# Replace Bad HD- No Tivo.bak file SVR2000



## rogerfixit (Jul 25, 2006)

Need to replace the hard dirve in Sony SVR2000. I have MFS Tools but I cannot make a Tivo.Bak file since the drive does not work.
I can blank the replacement drive with KillDrive but all of the instructions reference setting up the replacement with the Tivo.bak file.
Can I get a blank drive to work and what do I enter in MFSTools to 'format' the drive for Tivo.
Thanx


----------



## Colbyt (Jul 6, 2006)

The instantcake software does not require a tivo.bak file. There are also some people here who might share such a file with you.


----------



## rogerfixit (Jul 25, 2006)

If someone has such a file, advise.
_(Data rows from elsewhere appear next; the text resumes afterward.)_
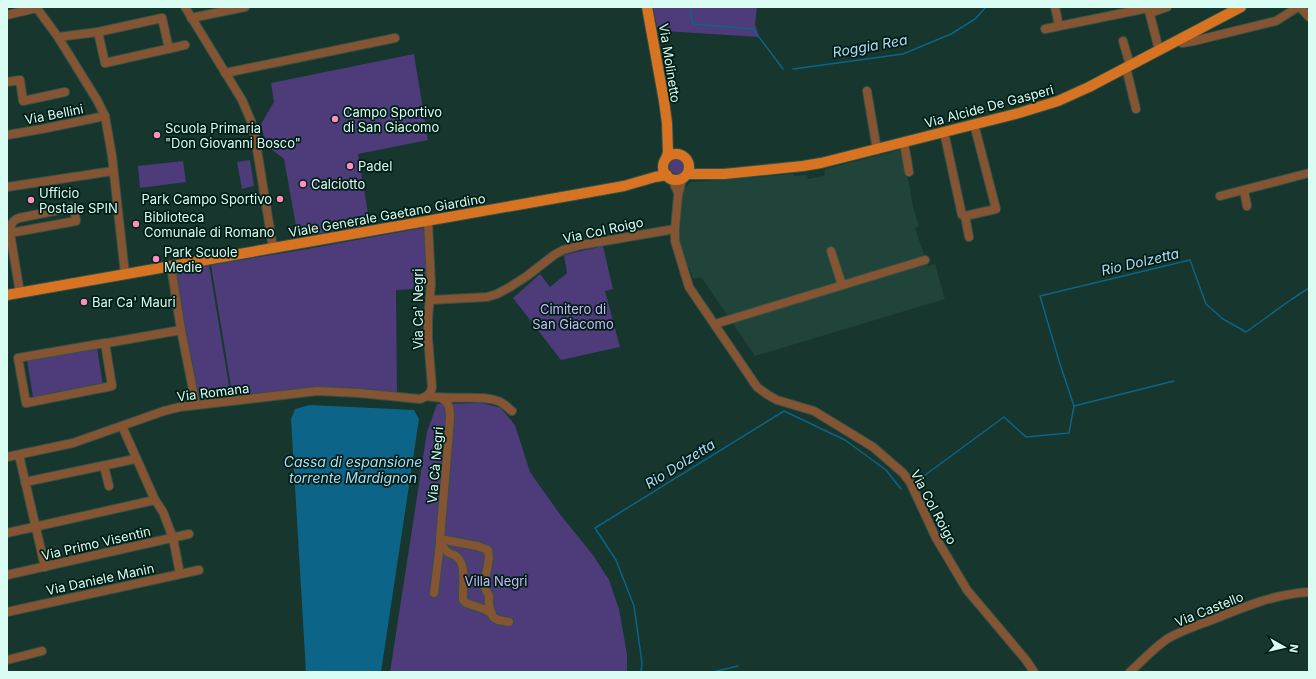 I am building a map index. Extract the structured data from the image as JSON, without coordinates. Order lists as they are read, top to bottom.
{
  "streets": {
    "main road": ["Via Molinetto", "Via Alcide De Gasperi", "Viale Generale Gaetano Giardino"],
    "street": [
      "Via Bellini",
      "Via Col Roigo",
      "Via Ca' Negri",
      "Via Romana",
      "Via Cà Negri",
      "Via Primo Visentin",
      "Via Daniele Manin",
      "Via Castello"
    ]
  },
  "crossings": [
    ["Via Molinetto", "Via Alcide De Gasperi"],
    ["Via Molinetto", "Viale Generale Gaetano Giardino"],
    ["Via Molinetto", "Via Col Roigo"],
    ["Via Alcide De Gasperi", "Viale Generale Gaetano Giardino"],
    ["Via Alcide De Gasperi", "Via Col Roigo"],
    ["Viale Generale Gaetano Giardino", "Via Col Roigo"],
    ["Viale Generale Gaetano Giardino", "Via Ca' Negri"],
    ["Via Col Roigo", "Via Ca' Negri"],
    ["Via Ca' Negri", "Via Romana"]
  ],
  "water": ["Roggia Rea", "Rio Dolzetta", "Cassa di espansione torrente Mardignon"],
  "parks": ["Cimitero di San Giacomo", "Villa Negri"],
  "places": [
    "Campo Sportivo di San Giacomo",
    "Scuola Primaria \"Don Giovanni Bosco\"",
    "Padel",
    "Calciotto",
    "Park Campo Sportivo",
    "Ufficio Postale SPIN",
    "Biblioteca Comunale di Romano",
    "Park Scuole Medie",
    "Bar Ca' Mauri"
  ],
  "north": "right"
} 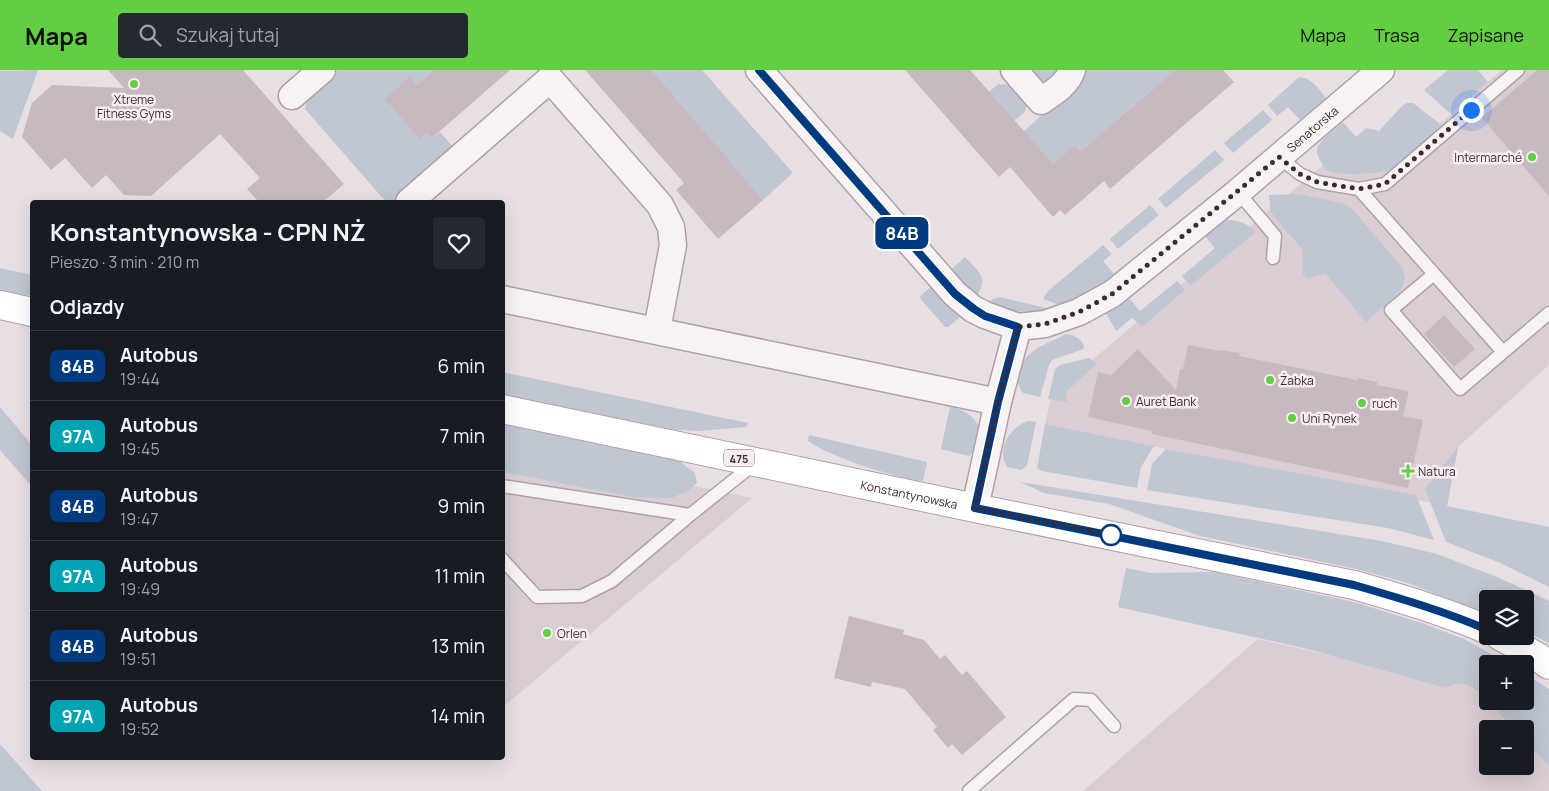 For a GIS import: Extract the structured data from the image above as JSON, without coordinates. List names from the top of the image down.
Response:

Thanx


----------



## freakfactory (Jan 30, 2005)

http://www.tivocommunity.com/tivo-vb/showthread.php?s=&threadid=62430&perpage=20&pagenumber=7


----------



## kschauwe (Sep 17, 2003)

rogerfixit said:


> If someone has such a file, advise. Thanx


You got Mail!


----------



## mtcabral (Feb 16, 2005)

Hello, I mistakenly overwrote my tivo.bak file and now my primary drive is dead. Can you possibly point me to a starter image I can use for a new drive? My model is S2 TCD540040.

Thank you!


----------



## classicsat (Feb 18, 2004)

There is no "starter" image, at least that is supported here. You need a full backup image.


----------



## mtcabral (Feb 16, 2005)

Thanks for the response! I've seen lots of posts with folks asking for the backup image for their model and getting them via PM or an FTP site. Can anyone help me out there?

Thanks!


----------



## mtcabral (Feb 16, 2005)

All set here, I went with Instant Cake, $20 well spent. Drive was re-imaged in < 5 min, followed by CLEAR/DELETE EVERYTHING, then re-run of GUIDED SET UP. Piece of, well, cake!

Thanks!
Mike


----------